Research on European unemployment over the past two decades has frequently claimed that European labour markets have become less ‘flexible’. Evidence of more severe labour market rigidities is often revealed by outward shifts of the Beveridge curve – i.e., the relationship between unemployment and vacancy rates (the u/v curve). The British experience of a huge increase in unemployment at given vacancy rates is especially striking, but outward shifts of the Beveridge curve have been typical rather than exceptional in Europe since the early 1970s. As a broad generalisation, it seems as if labour markets with substantial increases in unemployment have experienced outward u/v shifts as well. In contrast to what has happened in most other European countries, the u/v curve in Sweden has proved to be a relatively stable relationship since the late 1960s.
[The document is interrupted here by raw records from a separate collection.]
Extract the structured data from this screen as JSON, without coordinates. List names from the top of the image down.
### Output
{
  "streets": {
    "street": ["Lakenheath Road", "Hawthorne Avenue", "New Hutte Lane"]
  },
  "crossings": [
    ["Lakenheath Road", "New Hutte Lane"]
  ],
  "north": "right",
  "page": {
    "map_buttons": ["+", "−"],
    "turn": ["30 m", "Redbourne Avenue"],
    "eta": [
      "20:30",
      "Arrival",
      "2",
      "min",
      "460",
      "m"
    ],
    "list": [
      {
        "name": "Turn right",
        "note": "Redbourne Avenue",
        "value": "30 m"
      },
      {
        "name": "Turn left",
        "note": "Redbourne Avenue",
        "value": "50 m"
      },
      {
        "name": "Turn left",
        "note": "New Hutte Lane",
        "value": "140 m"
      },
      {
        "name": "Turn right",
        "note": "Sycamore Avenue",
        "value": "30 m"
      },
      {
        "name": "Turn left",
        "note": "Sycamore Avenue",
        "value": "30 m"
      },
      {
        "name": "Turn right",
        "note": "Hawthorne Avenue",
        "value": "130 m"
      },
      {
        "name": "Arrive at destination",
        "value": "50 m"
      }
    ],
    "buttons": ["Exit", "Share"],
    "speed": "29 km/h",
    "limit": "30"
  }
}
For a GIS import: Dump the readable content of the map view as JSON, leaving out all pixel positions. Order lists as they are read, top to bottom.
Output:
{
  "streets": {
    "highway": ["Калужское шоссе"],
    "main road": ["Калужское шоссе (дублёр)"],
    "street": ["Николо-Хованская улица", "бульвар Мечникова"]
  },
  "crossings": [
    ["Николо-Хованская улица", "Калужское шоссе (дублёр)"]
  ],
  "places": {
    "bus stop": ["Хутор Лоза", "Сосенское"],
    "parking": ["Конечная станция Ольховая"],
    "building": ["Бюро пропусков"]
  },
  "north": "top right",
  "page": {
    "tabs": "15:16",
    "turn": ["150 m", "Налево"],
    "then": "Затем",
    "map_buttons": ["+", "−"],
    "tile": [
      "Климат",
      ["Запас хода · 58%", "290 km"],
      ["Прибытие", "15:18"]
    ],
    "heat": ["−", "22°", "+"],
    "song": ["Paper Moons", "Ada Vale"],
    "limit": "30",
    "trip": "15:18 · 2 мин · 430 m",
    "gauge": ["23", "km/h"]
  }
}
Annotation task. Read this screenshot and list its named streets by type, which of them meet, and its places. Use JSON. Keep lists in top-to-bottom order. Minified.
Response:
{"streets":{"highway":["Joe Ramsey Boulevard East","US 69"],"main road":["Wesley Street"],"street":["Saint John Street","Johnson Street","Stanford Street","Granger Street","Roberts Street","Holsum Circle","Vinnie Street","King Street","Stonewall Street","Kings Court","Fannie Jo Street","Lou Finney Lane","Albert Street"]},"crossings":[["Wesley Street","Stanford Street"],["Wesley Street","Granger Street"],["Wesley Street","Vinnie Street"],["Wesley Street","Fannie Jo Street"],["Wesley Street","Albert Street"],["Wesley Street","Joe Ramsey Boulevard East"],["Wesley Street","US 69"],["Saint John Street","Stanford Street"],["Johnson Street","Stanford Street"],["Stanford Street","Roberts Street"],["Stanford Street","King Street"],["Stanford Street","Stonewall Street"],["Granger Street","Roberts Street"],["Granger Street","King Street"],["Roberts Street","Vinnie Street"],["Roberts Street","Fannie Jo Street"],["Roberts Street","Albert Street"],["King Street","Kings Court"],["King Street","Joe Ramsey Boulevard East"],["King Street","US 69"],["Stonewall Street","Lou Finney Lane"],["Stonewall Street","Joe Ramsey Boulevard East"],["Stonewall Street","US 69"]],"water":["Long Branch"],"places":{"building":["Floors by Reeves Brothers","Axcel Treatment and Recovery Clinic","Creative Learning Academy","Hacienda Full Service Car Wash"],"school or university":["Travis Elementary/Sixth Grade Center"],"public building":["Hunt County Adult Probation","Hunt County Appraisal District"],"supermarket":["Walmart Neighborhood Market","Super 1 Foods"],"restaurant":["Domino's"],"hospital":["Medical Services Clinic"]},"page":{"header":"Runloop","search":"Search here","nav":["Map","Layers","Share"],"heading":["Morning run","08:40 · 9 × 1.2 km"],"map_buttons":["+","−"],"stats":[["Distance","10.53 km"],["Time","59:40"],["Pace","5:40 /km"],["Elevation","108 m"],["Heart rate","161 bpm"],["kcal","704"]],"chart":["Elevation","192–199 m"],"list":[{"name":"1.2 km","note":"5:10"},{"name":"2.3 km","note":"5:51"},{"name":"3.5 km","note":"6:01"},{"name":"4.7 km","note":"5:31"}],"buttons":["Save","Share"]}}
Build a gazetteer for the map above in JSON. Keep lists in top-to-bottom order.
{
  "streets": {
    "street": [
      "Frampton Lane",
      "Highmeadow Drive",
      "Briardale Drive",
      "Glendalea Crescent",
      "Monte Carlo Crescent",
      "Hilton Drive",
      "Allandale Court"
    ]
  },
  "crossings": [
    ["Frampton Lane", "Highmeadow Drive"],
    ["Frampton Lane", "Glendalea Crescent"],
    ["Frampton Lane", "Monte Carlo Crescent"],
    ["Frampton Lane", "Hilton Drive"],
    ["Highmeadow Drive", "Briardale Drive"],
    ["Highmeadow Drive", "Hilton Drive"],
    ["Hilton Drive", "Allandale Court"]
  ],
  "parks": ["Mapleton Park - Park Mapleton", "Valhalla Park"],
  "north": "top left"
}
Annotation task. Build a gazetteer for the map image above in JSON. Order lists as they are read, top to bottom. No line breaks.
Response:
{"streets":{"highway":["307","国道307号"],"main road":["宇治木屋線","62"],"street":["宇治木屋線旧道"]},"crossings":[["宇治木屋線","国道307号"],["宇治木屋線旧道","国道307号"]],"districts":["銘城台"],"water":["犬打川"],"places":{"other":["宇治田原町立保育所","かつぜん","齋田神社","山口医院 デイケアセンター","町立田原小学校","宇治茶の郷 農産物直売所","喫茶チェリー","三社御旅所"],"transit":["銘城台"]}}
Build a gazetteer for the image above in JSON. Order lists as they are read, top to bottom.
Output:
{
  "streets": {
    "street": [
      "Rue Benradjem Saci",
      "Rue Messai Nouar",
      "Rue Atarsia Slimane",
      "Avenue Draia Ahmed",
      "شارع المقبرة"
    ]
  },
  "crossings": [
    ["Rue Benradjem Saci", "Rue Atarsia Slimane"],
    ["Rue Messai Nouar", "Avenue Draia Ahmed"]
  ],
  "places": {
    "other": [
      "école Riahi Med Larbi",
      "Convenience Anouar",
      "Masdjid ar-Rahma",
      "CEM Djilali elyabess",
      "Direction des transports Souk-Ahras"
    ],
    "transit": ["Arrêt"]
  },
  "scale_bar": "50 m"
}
The interpretations of u/v shifts have been diverse and often tentative; hypotheses of increasing sectoral imbalances across industries, regions, or occupations (‘mismatch’) have been launched, but found only limited support (Jackman and Roper, 1987). Other researchers have paid attention to declining search effort and the role of long-term unemployment (Budd, Levine and Smith, 1988; Jackman, Layard and Pissarides, 1989).

This study focuses on the role of labour market programmes in the process of matching workers and jobs in the Swedish labour market; labour market policies come in many guises, but it is useful for our purposes to ignore the differences and focus on the common features. The programmes are arrangements whereby the government attempts to cushion labour market shocks, and they may also involve training in order to facilitate future employment prospects; the Swedish temporary public jobs (‘relief jobs’) and manpower training programmes are obvious examples.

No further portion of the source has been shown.